Ella se lo había enseñado
            La madre de Don Bosco, Margarita Occhiena, desde noviembre de 1846, cuando a los 58 años de edad, había dejado su casita de los Becchi, compartía con su hijo en Valdocco una vida de privaciones y sacrificios gastada por los chicos de la periferia de Turín. Habían pasado cuatro años y ahora sentía que sus fuerzas menguaban. Un gran cansancio había penetrado en sus huesos, una fuerte nostalgia en su corazón. Entró en la habitación de Don Bosco y le dijo: “Escúchame, Juan, ya no es posible seguir así. Cada día los chicos me hacen una. Ahora tiran mi ropa limpia tendida al sol en el suelo, ahora pisotean mis verduras en el huerto. Me rompen la ropa de tal manera que no hay forma de remendarla. Pierden calcetines y camisas. Se llevan las herramientas de la casa para sus diversiones y me hacen dar vueltas todo el día para encontrarlas. Yo, en medio de esta confusión, pierdo la cabeza, ¡Ya ves! Casi, casi, me vuelvo a los Becchi”.
            Don Bosco miró fijamente el rostro de su madre, sin hablar.

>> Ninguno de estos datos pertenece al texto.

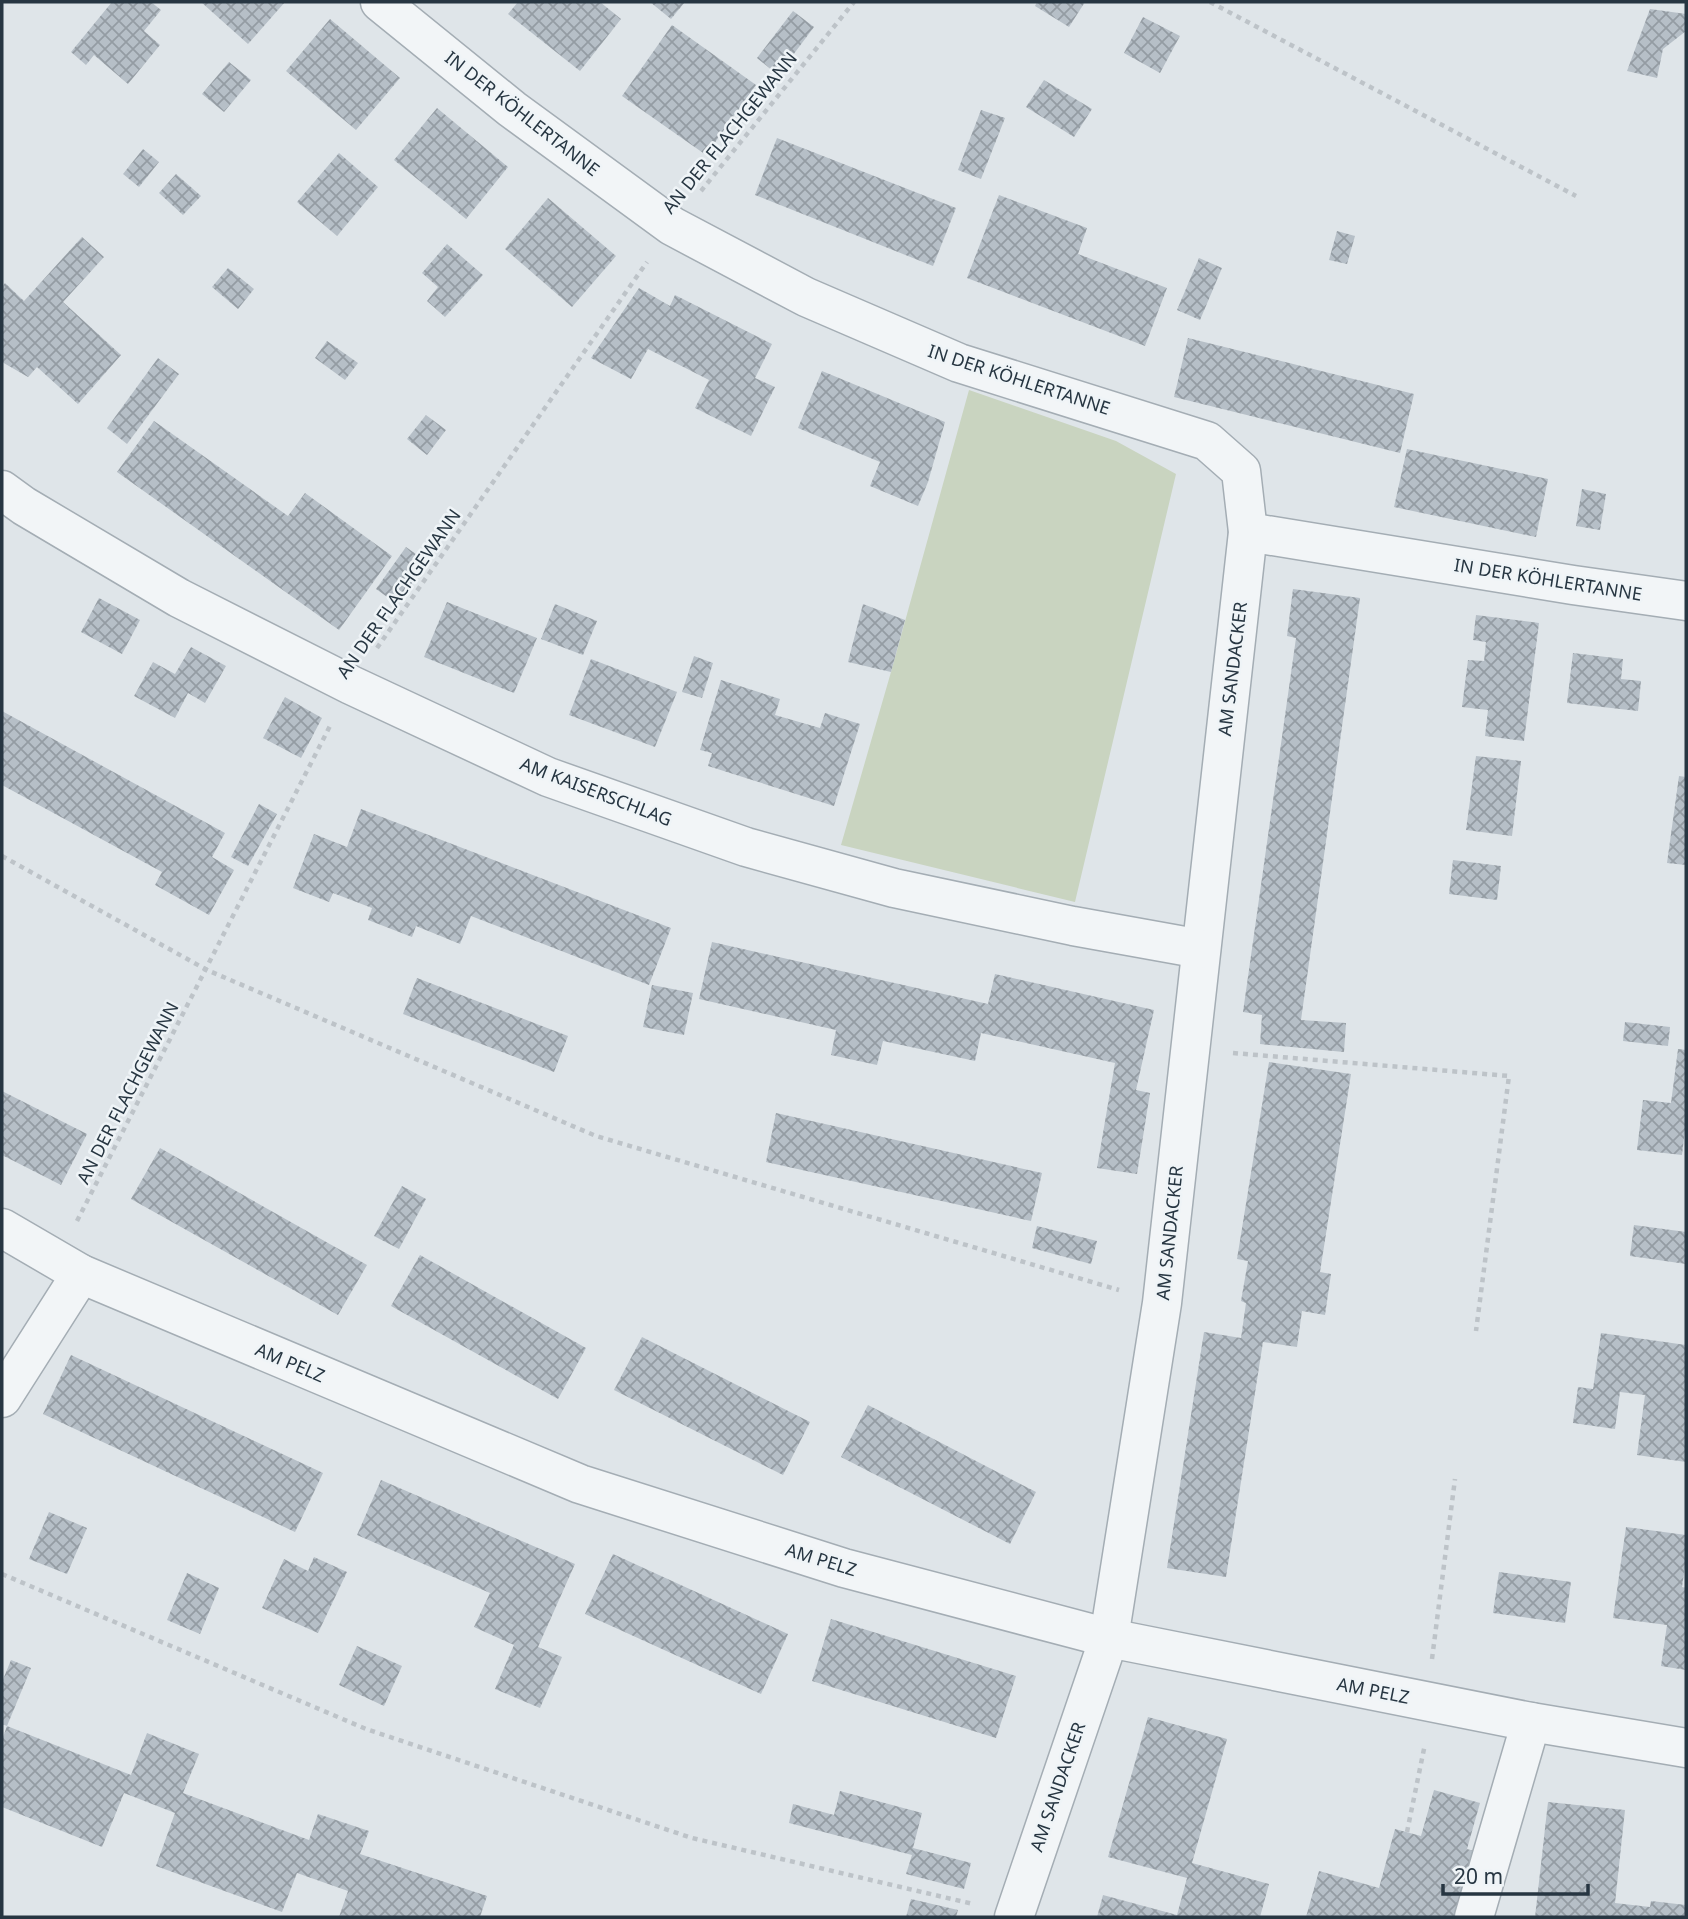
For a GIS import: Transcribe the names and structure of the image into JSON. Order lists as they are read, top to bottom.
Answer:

Luego señaló el Crucifijo que colgaba de la pared. Mamá Margarita comprendió. Sus ojos se llenaron de lágrimas.
            – Tienes razón, tienes razón, exclamó; y volvió a sus quehaceres, durante otros seis años, hasta su muerte (G.B. LEMOYNE, Mamá Margarita, Turín, SEI, 1956, p. 155-156).
            Mamá Margarita alimentaba una profunda devoción a la Pasión de Cristo, a esa Cruz que daba sentido, fuerza y esperanza a todas sus cruces. Así se lo había enseñado a su hijo. Le bastaba una mirada al Crucifijo. Para ella, la vida era una misión que cumplir, el tiempo un don de Dios, el trabajo una contribución humana al plan del Creador, la historia humana algo sagrado porque Dios, nuestro Señor, Padre y Salvador, está en el centro, principio y fin del mundo y del hombre.
            Ella había enseñado todo esto a su hijo con la palabra y el ejemplo. Madre e hijo: una fe y una esperanza puestas sólo en Dios, y una ardiente caridad que ardió en su corazón hasta la muerte.